Requirement: Each entry must be output once more without any change.

Data shown:
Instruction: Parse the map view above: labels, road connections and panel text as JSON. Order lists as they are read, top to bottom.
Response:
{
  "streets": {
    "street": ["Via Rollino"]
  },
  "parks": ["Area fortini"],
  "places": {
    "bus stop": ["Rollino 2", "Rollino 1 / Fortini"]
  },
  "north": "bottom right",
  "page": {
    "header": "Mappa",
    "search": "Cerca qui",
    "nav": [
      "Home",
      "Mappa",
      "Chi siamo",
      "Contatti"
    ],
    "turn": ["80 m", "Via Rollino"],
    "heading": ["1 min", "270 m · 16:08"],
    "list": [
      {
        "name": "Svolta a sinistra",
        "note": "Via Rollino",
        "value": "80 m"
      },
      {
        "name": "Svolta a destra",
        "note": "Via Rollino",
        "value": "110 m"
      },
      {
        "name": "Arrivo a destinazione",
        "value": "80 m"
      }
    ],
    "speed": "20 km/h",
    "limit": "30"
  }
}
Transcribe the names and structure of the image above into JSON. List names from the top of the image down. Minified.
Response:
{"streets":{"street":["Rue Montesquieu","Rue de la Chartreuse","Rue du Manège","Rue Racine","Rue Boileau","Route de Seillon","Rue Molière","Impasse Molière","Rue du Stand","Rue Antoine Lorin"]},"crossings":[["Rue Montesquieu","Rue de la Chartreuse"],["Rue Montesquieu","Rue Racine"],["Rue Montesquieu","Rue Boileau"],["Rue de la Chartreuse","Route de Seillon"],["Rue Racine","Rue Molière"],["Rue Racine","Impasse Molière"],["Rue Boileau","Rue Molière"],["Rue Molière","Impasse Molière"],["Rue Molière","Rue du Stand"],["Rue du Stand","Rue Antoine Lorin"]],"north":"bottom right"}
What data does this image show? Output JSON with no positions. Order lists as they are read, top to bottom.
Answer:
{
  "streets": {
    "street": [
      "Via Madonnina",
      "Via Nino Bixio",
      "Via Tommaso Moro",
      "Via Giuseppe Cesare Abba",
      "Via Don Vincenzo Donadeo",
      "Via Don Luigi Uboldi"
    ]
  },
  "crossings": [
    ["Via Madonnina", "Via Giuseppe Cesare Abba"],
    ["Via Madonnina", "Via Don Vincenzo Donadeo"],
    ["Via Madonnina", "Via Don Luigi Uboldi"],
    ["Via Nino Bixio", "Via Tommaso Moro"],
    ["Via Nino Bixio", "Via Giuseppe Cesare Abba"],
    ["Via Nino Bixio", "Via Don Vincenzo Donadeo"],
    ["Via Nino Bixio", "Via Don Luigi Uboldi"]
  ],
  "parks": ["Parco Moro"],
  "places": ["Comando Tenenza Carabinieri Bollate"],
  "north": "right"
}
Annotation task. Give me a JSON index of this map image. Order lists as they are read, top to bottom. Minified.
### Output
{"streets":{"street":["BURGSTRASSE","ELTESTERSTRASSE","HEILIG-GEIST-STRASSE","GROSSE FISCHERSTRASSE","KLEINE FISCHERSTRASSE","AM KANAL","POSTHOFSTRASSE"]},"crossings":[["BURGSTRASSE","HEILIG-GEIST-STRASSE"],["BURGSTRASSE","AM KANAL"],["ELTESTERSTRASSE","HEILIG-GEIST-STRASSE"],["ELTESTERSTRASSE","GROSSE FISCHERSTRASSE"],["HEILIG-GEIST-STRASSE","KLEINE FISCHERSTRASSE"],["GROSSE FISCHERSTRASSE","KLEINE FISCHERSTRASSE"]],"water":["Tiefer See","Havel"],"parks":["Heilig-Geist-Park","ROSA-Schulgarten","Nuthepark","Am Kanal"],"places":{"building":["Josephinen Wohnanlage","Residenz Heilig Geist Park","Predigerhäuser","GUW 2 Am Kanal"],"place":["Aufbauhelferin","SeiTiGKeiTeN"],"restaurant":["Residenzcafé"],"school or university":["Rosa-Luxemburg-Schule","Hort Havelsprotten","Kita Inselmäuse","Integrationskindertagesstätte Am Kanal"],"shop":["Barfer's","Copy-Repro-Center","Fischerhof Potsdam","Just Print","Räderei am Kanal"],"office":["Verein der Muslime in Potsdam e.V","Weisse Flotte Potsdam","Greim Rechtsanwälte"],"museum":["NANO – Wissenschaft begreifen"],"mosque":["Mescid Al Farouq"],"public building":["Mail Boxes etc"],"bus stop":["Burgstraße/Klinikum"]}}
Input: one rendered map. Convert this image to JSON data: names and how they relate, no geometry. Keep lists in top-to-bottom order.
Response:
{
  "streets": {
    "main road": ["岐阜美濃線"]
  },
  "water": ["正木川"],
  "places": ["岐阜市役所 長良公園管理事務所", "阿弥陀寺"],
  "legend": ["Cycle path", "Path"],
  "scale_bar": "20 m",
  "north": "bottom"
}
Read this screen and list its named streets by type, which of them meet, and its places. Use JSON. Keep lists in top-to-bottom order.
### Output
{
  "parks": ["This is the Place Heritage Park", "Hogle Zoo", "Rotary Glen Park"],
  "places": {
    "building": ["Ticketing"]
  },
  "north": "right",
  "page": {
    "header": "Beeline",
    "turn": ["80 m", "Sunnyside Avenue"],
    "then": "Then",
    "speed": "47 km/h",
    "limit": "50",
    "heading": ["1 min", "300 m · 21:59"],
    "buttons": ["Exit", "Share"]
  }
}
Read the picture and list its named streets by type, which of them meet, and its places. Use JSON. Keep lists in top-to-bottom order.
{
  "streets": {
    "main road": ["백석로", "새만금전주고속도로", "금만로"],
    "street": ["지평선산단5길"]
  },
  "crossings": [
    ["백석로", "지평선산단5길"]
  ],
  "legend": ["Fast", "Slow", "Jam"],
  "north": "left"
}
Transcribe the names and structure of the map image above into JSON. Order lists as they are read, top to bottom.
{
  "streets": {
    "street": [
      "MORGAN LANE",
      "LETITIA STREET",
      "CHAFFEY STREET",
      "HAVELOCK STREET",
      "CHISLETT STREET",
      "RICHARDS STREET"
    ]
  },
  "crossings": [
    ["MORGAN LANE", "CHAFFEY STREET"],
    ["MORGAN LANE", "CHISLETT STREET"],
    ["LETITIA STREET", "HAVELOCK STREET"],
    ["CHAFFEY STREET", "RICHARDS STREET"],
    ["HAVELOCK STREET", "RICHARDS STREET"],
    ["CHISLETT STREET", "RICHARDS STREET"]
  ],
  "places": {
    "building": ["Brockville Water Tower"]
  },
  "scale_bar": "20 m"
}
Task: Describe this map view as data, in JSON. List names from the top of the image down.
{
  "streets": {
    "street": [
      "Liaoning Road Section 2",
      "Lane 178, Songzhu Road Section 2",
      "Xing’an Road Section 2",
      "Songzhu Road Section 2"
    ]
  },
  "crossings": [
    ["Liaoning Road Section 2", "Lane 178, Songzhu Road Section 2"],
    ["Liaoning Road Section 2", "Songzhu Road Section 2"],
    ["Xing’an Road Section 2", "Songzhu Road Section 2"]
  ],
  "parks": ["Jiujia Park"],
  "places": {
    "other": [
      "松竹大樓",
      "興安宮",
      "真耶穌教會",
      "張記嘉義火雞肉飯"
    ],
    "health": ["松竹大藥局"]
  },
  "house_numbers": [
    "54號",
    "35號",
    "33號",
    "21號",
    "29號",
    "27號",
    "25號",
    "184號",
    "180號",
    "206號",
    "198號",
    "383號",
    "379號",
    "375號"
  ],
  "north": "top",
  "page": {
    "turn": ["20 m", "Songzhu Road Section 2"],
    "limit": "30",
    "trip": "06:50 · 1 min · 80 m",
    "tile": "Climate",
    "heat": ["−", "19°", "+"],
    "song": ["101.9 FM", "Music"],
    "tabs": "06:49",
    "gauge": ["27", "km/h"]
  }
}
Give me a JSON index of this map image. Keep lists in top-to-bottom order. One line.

Solution for this problem:
Instruction: Parse the map view above: labels, road connections and panel text as JSON. Order lists as they are read, top to bottom.
Response:
{
  "streets": {
    "street": ["Via Rollino"]
  },
  "parks": ["Area fortini"],
  "places": {
    "bus stop": ["Rollino 2", "Rollino 1 / Fortini"]
  },
  "north": "bottom right",
  "page": {
    "header": "Mappa",
    "search": "Cerca qui",
    "nav": [
      "Home",
      "Mappa",
      "Chi siamo",
      "Contatti"
    ],
    "turn": ["80 m", "Via Rollino"],
    "heading": ["1 min", "270 m · 16:08"],
    "list": [
      {
        "name": "Svolta a sinistra",
        "note": "Via Rollino",
        "value": "80 m"
      },
      {
        "name": "Svolta a destra",
        "note": "Via Rollino",
        "value": "110 m"
      },
      {
        "name": "Arrivo a destinazione",
        "value": "80 m"
      }
    ],
    "speed": "20 km/h",
    "limit": "30"
  }
}
Transcribe the names and structure of the image above into JSON. List names from the top of the image down. Minified.
Response:
{"streets":{"street":["Rue Montesquieu","Rue de la Chartreuse","Rue du Manège","Rue Racine","Rue Boileau","Route de Seillon","Rue Molière","Impasse Molière","Rue du Stand","Rue Antoine Lorin"]},"crossings":[["Rue Montesquieu","Rue de la Chartreuse"],["Rue Montesquieu","Rue Racine"],["Rue Montesquieu","Rue Boileau"],["Rue de la Chartreuse","Route de Seillon"],["Rue Racine","Rue Molière"],["Rue Racine","Impasse Molière"],["Rue Boileau","Rue Molière"],["Rue Molière","Impasse Molière"],["Rue Molière","Rue du Stand"],["Rue du Stand","Rue Antoine Lorin"]],"north":"bottom right"}
What data does this image show? Output JSON with no positions. Order lists as they are read, top to bottom.
Answer:
{
  "streets": {
    "street": [
      "Via Madonnina",
      "Via Nino Bixio",
      "Via Tommaso Moro",
      "Via Giuseppe Cesare Abba",
      "Via Don Vincenzo Donadeo",
      "Via Don Luigi Uboldi"
    ]
  },
  "crossings": [
    ["Via Madonnina", "Via Giuseppe Cesare Abba"],
    ["Via Madonnina", "Via Don Vincenzo Donadeo"],
    ["Via Madonnina", "Via Don Luigi Uboldi"],
    ["Via Nino Bixio", "Via Tommaso Moro"],
    ["Via Nino Bixio", "Via Giuseppe Cesare Abba"],
    ["Via Nino Bixio", "Via Don Vincenzo Donadeo"],
    ["Via Nino Bixio", "Via Don Luigi Uboldi"]
  ],
  "parks": ["Parco Moro"],
  "places": ["Comando Tenenza Carabinieri Bollate"],
  "north": "right"
}
Annotation task. Give me a JSON index of this map image. Order lists as they are read, top to bottom. Minified.
### Output
{"streets":{"street":["BURGSTRASSE","ELTESTERSTRASSE","HEILIG-GEIST-STRASSE","GROSSE FISCHERSTRASSE","KLEINE FISCHERSTRASSE","AM KANAL","POSTHOFSTRASSE"]},"crossings":[["BURGSTRASSE","HEILIG-GEIST-STRASSE"],["BURGSTRASSE","AM KANAL"],["ELTESTERSTRASSE","HEILIG-GEIST-STRASSE"],["ELTESTERSTRASSE","GROSSE FISCHERSTRASSE"],["HEILIG-GEIST-STRASSE","KLEINE FISCHERSTRASSE"],["GROSSE FISCHERSTRASSE","KLEINE FISCHERSTRASSE"]],"water":["Tiefer See","Havel"],"parks":["Heilig-Geist-Park","ROSA-Schulgarten","Nuthepark","Am Kanal"],"places":{"building":["Josephinen Wohnanlage","Residenz Heilig Geist Park","Predigerhäuser","GUW 2 Am Kanal"],"place":["Aufbauhelferin","SeiTiGKeiTeN"],"restaurant":["Residenzcafé"],"school or university":["Rosa-Luxemburg-Schule","Hort Havelsprotten","Kita Inselmäuse","Integrationskindertagesstätte Am Kanal"],"shop":["Barfer's","Copy-Repro-Center","Fischerhof Potsdam","Just Print","Räderei am Kanal"],"office":["Verein der Muslime in Potsdam e.V","Weisse Flotte Potsdam","Greim Rechtsanwälte"],"museum":["NANO – Wissenschaft begreifen"],"mosque":["Mescid Al Farouq"],"public building":["Mail Boxes etc"],"bus stop":["Burgstraße/Klinikum"]}}
Input: one rendered map. Convert this image to JSON data: names and how they relate, no geometry. Keep lists in top-to-bottom order.
Response:
{
  "streets": {
    "main road": ["岐阜美濃線"]
  },
  "water": ["正木川"],
  "places": ["岐阜市役所 長良公園管理事務所", "阿弥陀寺"],
  "legend": ["Cycle path", "Path"],
  "scale_bar": "20 m",
  "north": "bottom"
}
Read this screen and list its named streets by type, which of them meet, and its places. Use JSON. Keep lists in top-to-bottom order.
### Output
{
  "parks": ["This is the Place Heritage Park", "Hogle Zoo", "Rotary Glen Park"],
  "places": {
    "building": ["Ticketing"]
  },
  "north": "right",
  "page": {
    "header": "Beeline",
    "turn": ["80 m", "Sunnyside Avenue"],
    "then": "Then",
    "speed": "47 km/h",
    "limit": "50",
    "heading": ["1 min", "300 m · 21:59"],
    "buttons": ["Exit", "Share"]
  }
}
Read the picture and list its named streets by type, which of them meet, and its places. Use JSON. Keep lists in top-to-bottom order.
{
  "streets": {
    "main road": ["백석로", "새만금전주고속도로", "금만로"],
    "street": ["지평선산단5길"]
  },
  "crossings": [
    ["백석로", "지평선산단5길"]
  ],
  "legend": ["Fast", "Slow", "Jam"],
  "north": "left"
}
Transcribe the names and structure of the map image above into JSON. Order lists as they are read, top to bottom.
{
  "streets": {
    "street": [
      "MORGAN LANE",
      "LETITIA STREET",
      "CHAFFEY STREET",
      "HAVELOCK STREET",
      "CHISLETT STREET",
      "RICHARDS STREET"
    ]
  },
  "crossings": [
    ["MORGAN LANE", "CHAFFEY STREET"],
    ["MORGAN LANE", "CHISLETT STREET"],
    ["LETITIA STREET", "HAVELOCK STREET"],
    ["CHAFFEY STREET", "RICHARDS STREET"],
    ["HAVELOCK STREET", "RICHARDS STREET"],
    ["CHISLETT STREET", "RICHARDS STREET"]
  ],
  "places": {
    "building": ["Brockville Water Tower"]
  },
  "scale_bar": "20 m"
}
Task: Describe this map view as data, in JSON. List names from the top of the image down.
{
  "streets": {
    "street": [
      "Liaoning Road Section 2",
      "Lane 178, Songzhu Road Section 2",
      "Xing’an Road Section 2",
      "Songzhu Road Section 2"
    ]
  },
  "crossings": [
    ["Liaoning Road Section 2", "Lane 178, Songzhu Road Section 2"],
    ["Liaoning Road Section 2", "Songzhu Road Section 2"],
    ["Xing’an Road Section 2", "Songzhu Road Section 2"]
  ],
  "parks": ["Jiujia Park"],
  "places": {
    "other": [
      "松竹大樓",
      "興安宮",
      "真耶穌教會",
      "張記嘉義火雞肉飯"
    ],
    "health": ["松竹大藥局"]
  },
  "house_numbers": [
    "54號",
    "35號",
    "33號",
    "21號",
    "29號",
    "27號",
    "25號",
    "184號",
    "180號",
    "206號",
    "198號",
    "383號",
    "379號",
    "375號"
  ],
  "north": "top",
  "page": {
    "turn": ["20 m", "Songzhu Road Section 2"],
    "limit": "30",
    "trip": "06:50 · 1 min · 80 m",
    "tile": "Climate",
    "heat": ["−", "19°", "+"],
    "song": ["101.9 FM", "Music"],
    "tabs": "06:49",
    "gauge": ["27", "km/h"]
  }
}
Give me a JSON index of this map image. Keep lists in top-to-bottom order. One line.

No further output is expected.